A supressão do nome do ofendido e de expressões racistas em uma postagem na internet não afastam o seu teor discriminatório e nem eximem de responsabilidade o ofensor, se o contexto da publicação for claro quanto ao destinatário e à intenção preconceituosa de quem a fez.
Com essa fundamentação, a 5ª Turma Recursal Cível do Tribunal de Justiça de São Paulo negou provimento ao recurso inominado de Marcos Antônio Semann, ex-vereador de Eldorado (SP). Ele foi condenado a indenizar em R$ 20 mil, por dano moral, o atual prefeito do município, Noel Castelo (Solidariedade).
“O comentário postado nas redes sociais teve o objetivo nítido de tirar a credibilidade da atuação política do autor, por meio de ofensa racial, e de discriminá-lo perante a população local”, anotou o juiz Renato Guanaes Simões Thomsen, relator do recurso. Para ele, o réu excedeu os limites da liberdade de expressão e violou a honra subjetiva e a dignidade pessoal do prefeito, tuteladas pela Constituição Federal no artigo 5º, inciso X.
No caso dos autos, no dia 20 de janeiro deste ano, um munícipe criticou em seu perfil no Facebook a poda de árvores promovida pela prefeitura na entrada da cidade. A postagem gerou vários comentários contra e a favor da medida. Um deles foi o do ex-vereador, que disparou: “Quando não caga na entrada caga na saída cagaram na entrada kkkkk (sic)”.

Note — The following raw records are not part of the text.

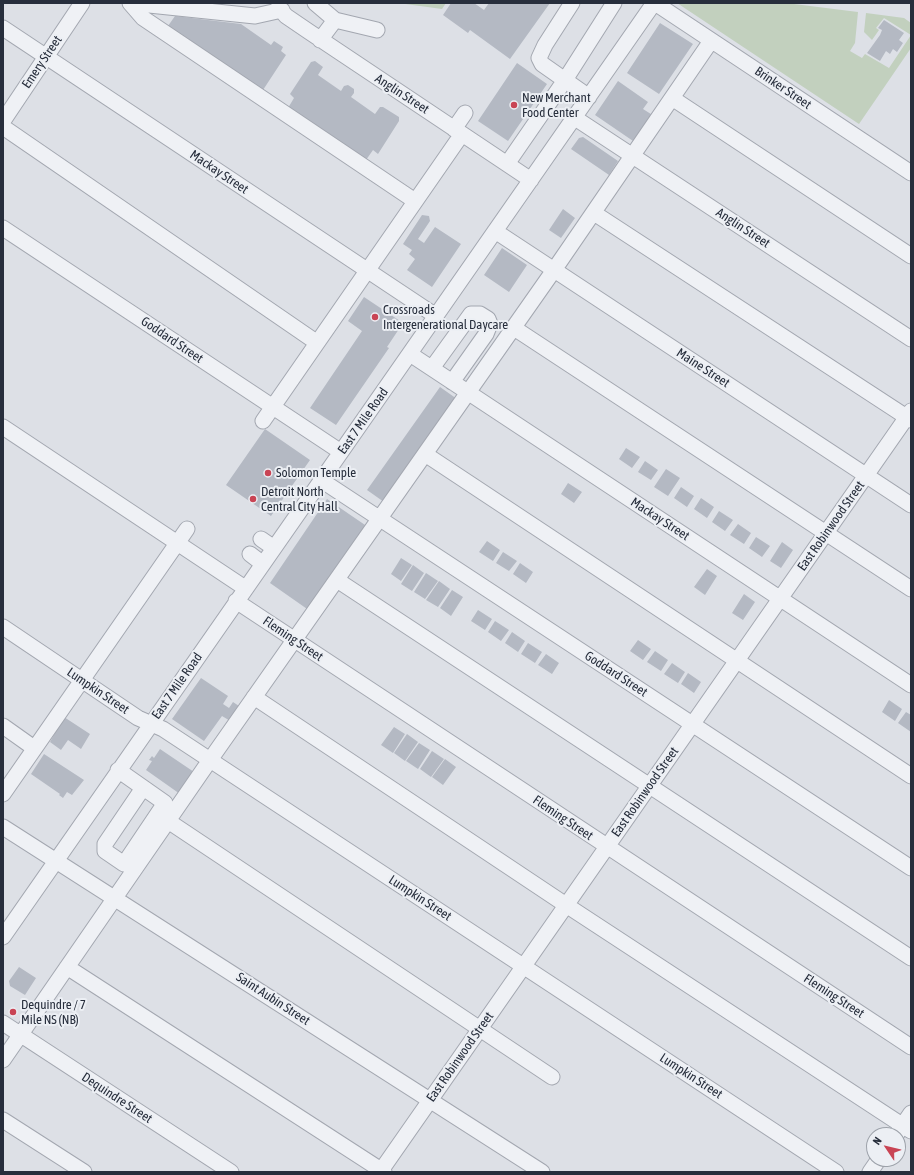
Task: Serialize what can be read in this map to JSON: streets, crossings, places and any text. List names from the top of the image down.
{
  "streets": {
    "street": [
      "Emery Street",
      "Brinker Street",
      "Anglin Street",
      "Mackay Street",
      "Goddard Street",
      "Maine Street",
      "East 7 Mile Road",
      "East Robinwood Street",
      "Fleming Street",
      "Lumpkin Street",
      "Saint Aubin Street",
      "Dequindre Street"
    ]
  },
  "crossings": [
    ["Emery Street", "Mackay Street"],
    ["Brinker Street", "East 7 Mile Road"],
    ["Anglin Street", "East 7 Mile Road"],
    ["Mackay Street", "East 7 Mile Road"],
    ["Mackay Street", "East Robinwood Street"],
    ["Goddard Street", "East 7 Mile Road"],
    ["Goddard Street", "East Robinwood Street"],
    ["Maine Street", "East 7 Mile Road"],
    ["Maine Street", "East Robinwood Street"],
    ["East 7 Mile Road", "Fleming Street"],
    ["East 7 Mile Road", "Lumpkin Street"],
    ["East 7 Mile Road", "Saint Aubin Street"],
    ["East Robinwood Street", "Fleming Street"],
    ["East Robinwood Street", "Lumpkin Street"],
    ["East Robinwood Street", "Saint Aubin Street"]
  ],
  "places": [
    "New Merchant Food Center",
    "Crossroads Intergenerational Daycare",
    "Solomon Temple",
    "Detroit North Central City Hall",
    "Dequindre / 7 Mile NS (NB)"
  ],
  "north": "top left"
}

Noel Castelo é negro e se autodeclara quilombola. Ele ajuizou ação de indenização por danos morais cumulada com pedido de publicação de retratação. O valor indenizatório fixado na sentença e mantido no acórdão foi exatamente o pleiteado pela sua advogada.
Thomsen frisou que a omissão do nome do prefeito e da palavra “preto” no comentário do réu não afasta o caráter racista da publicação e nem o dever de indenizar. Por essa razão, ele ratificou a sentença, pelos seus próprios fundamentos, inclusive quanto à obrigação de retratação imposta ao ex-vereador na mesma rede social. Os juízes Rogério Márcio Teixeira e Marcos Alexandre Bronzatto Pagan seguiram o relator.
Análise histórica
A advogada do prefeito expôs na inicial que, conforme uma análise histórica, a frase publicada pelo réu no Facebook, mesmo com a supressão da palavra “preto”, não deixa dúvidas de que ela é a mesma “comumente utilizada pelos antigos coronéis, visando justificar o erro do negro escravizado no trabalho”.
Karen Costa classificou o comentário do ex-vereador como “ataque racista” que se valeu de frase notoriamente conhecida para “condenar erros de pessoas pretas”. Segundo ela, a discriminação ficou ainda mais evidente com o “tom sarcástico utilizado pelos ‘kkkkk’”, tendo o efeito potencializado por ocorrer por meio da internet e atingir pessoa pública.
O ex-vereador alegou que não mencionou o nome do prefeito, não utilizou a palavra “preto” ou “negro” e que a postagem não era diretamente direcionada ao chefe do Executivo, mas ao “contexto político”. Porém, a juíza Hallana Duarte Miranda, do Juizado Especial Cível e Criminal de Eldorado, rejeitou a tese de que o comentário não foi racista e não teve como alvo Noel Castelo.
“Seu argumento de que não houve o uso das palavras racistas não pode ser acolhido, justamente porque, neste caso, me parece que a supressão das palavras ‘preto’ ou ‘negro’ ocorreu justamente para evitar maiores repercussões, já que o contexto da expressão é amplamente conhecido e poderia, aí sim, evidenciar a prática racista”, concluiu Hallana.
Segundo a julgadora, o Protocolo de Julgamento com Perspectiva Racial, do Conselho Nacional de Justiça, prevê que a discriminação também decorre de “distinção, exclusão, restrição ou preferência”. Assim, a responsabilidade civil e o dever de indenizar prescindem de qualquer intenção. O ofensor havia alegado falta de dolo difamatório.
“A questão é sensível e deve ser olhada com acuidade, inicialmente porque a postagem deve ser verificada no seu contexto e, por outro lado, porque a responsabilidade civil por atos de cunho racial encontra óbice na própria história de escravização do país, que por quase 400 anos recebeu pessoas negras traficadas, além de ter sido o último a abolir a escravização”, afirmou Hallana.
O fato de o réu ter ocupado cargo público, para a julgadora, torna a sua conduta “ainda mais ilícita”, sendo irrelevante, no caso em exame, não ter citado o nome do prefeito. Segundo ela, “parece bastante evidente” que o ex-vereador se referiu ao autor e, na sua crítica à administração, “utilizou-se de elemento racista, também numa metáfora, já que o ato foi realizado na entrada da cidade”.